* **Task directions**
The whole of the data is to be returned without a single change.

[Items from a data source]
********

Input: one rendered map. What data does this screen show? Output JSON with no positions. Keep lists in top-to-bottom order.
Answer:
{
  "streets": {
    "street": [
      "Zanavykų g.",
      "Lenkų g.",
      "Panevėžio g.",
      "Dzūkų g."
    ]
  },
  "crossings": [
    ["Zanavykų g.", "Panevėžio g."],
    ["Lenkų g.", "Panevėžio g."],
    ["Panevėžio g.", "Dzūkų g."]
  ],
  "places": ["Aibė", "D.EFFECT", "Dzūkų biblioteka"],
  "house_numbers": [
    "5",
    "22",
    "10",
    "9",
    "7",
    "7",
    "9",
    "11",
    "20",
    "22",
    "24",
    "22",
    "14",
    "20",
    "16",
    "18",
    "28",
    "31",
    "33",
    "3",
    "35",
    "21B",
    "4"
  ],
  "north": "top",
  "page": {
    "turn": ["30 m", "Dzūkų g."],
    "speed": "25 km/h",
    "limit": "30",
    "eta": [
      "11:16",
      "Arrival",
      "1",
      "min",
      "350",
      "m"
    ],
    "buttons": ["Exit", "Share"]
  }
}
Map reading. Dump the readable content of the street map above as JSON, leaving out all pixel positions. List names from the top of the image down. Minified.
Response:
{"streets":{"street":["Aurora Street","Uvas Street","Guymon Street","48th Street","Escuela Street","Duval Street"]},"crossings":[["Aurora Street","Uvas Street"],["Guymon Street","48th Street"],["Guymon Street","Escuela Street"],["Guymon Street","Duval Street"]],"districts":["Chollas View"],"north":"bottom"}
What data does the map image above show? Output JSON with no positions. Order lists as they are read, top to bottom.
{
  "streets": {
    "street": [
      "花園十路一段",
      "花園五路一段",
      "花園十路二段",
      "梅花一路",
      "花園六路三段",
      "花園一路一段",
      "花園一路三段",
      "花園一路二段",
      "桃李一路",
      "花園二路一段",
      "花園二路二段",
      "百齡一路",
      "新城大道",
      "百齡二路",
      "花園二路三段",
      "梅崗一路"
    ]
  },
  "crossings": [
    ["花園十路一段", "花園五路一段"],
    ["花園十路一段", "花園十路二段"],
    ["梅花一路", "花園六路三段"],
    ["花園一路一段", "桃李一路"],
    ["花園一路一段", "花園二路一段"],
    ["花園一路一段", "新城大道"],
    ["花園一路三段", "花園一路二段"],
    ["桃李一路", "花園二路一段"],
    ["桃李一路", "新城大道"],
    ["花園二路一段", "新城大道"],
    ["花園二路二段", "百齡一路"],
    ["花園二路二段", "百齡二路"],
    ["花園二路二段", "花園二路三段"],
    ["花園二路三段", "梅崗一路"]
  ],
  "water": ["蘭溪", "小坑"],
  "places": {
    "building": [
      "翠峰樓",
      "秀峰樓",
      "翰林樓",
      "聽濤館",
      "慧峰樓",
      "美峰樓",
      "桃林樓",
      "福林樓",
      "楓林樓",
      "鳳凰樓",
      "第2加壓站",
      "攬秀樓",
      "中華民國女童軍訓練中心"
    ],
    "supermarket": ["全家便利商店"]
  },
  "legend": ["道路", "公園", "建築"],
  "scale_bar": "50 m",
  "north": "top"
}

********

* **Answer box**
Input: one rendered map. What data does this screen show? Output JSON with no positions. Keep lists in top-to-bottom order.
Answer:
{
  "streets": {
    "street": [
      "Zanavykų g.",
      "Lenkų g.",
      "Panevėžio g.",
      "Dzūkų g."
    ]
  },
  "crossings": [
    ["Zanavykų g.", "Panevėžio g."],
    ["Lenkų g.", "Panevėžio g."],
    ["Panevėžio g.", "Dzūkų g."]
  ],
  "places": ["Aibė", "D.EFFECT", "Dzūkų biblioteka"],
  "house_numbers": [
    "5",
    "22",
    "10",
    "9",
    "7",
    "7",
    "9",
    "11",
    "20",
    "22",
    "24",
    "22",
    "14",
    "20",
    "16",
    "18",
    "28",
    "31",
    "33",
    "3",
    "35",
    "21B",
    "4"
  ],
  "north": "top",
  "page": {
    "turn": ["30 m", "Dzūkų g."],
    "speed": "25 km/h",
    "limit": "30",
    "eta": [
      "11:16",
      "Arrival",
      "1",
      "min",
      "350",
      "m"
    ],
    "buttons": ["Exit", "Share"]
  }
}
Map reading. Dump the readable content of the street map above as JSON, leaving out all pixel positions. List names from the top of the image down. Minified.
Response:
{"streets":{"street":["Aurora Street","Uvas Street","Guymon Street","48th Street","Escuela Street","Duval Street"]},"crossings":[["Aurora Street","Uvas Street"],["Guymon Street","48th Street"],["Guymon Street","Escuela Street"],["Guymon Street","Duval Street"]],"districts":["Chollas View"],"north":"bottom"}
What data does the map image above show? Output JSON with no positions. Order lists as they are read, top to bottom.
{
  "streets": {
    "street": [
      "花園十路一段",
      "花園五路一段",
      "花園十路二段",
      "梅花一路",
      "花園六路三段",
      "花園一路一段",
      "花園一路三段",
      "花園一路二段",
      "桃李一路",
      "花園二路一段",
      "花園二路二段",
      "百齡一路",
      "新城大道",
      "百齡二路",
      "花園二路三段",
      "梅崗一路"
    ]
  },
  "crossings": [
    ["花園十路一段", "花園五路一段"],
    ["花園十路一段", "花園十路二段"],
    ["梅花一路", "花園六路三段"],
    ["花園一路一段", "桃李一路"],
    ["花園一路一段", "花園二路一段"],
    ["花園一路一段", "新城大道"],
    ["花園一路三段", "花園一路二段"],
    ["桃李一路", "花園二路一段"],
    ["桃李一路", "新城大道"],
    ["花園二路一段", "新城大道"],
    ["花園二路二段", "百齡一路"],
    ["花園二路二段", "百齡二路"],
    ["花園二路二段", "花園二路三段"],
    ["花園二路三段", "梅崗一路"]
  ],
  "water": ["蘭溪", "小坑"],
  "places": {
    "building": [
      "翠峰樓",
      "秀峰樓",
      "翰林樓",
      "聽濤館",
      "慧峰樓",
      "美峰樓",
      "桃林樓",
      "福林樓",
      "楓林樓",
      "鳳凰樓",
      "第2加壓站",
      "攬秀樓",
      "中華民國女童軍訓練中心"
    ],
    "supermarket": ["全家便利商店"]
  },
  "legend": ["道路", "公園", "建築"],
  "scale_bar": "50 m",
  "north": "top"
}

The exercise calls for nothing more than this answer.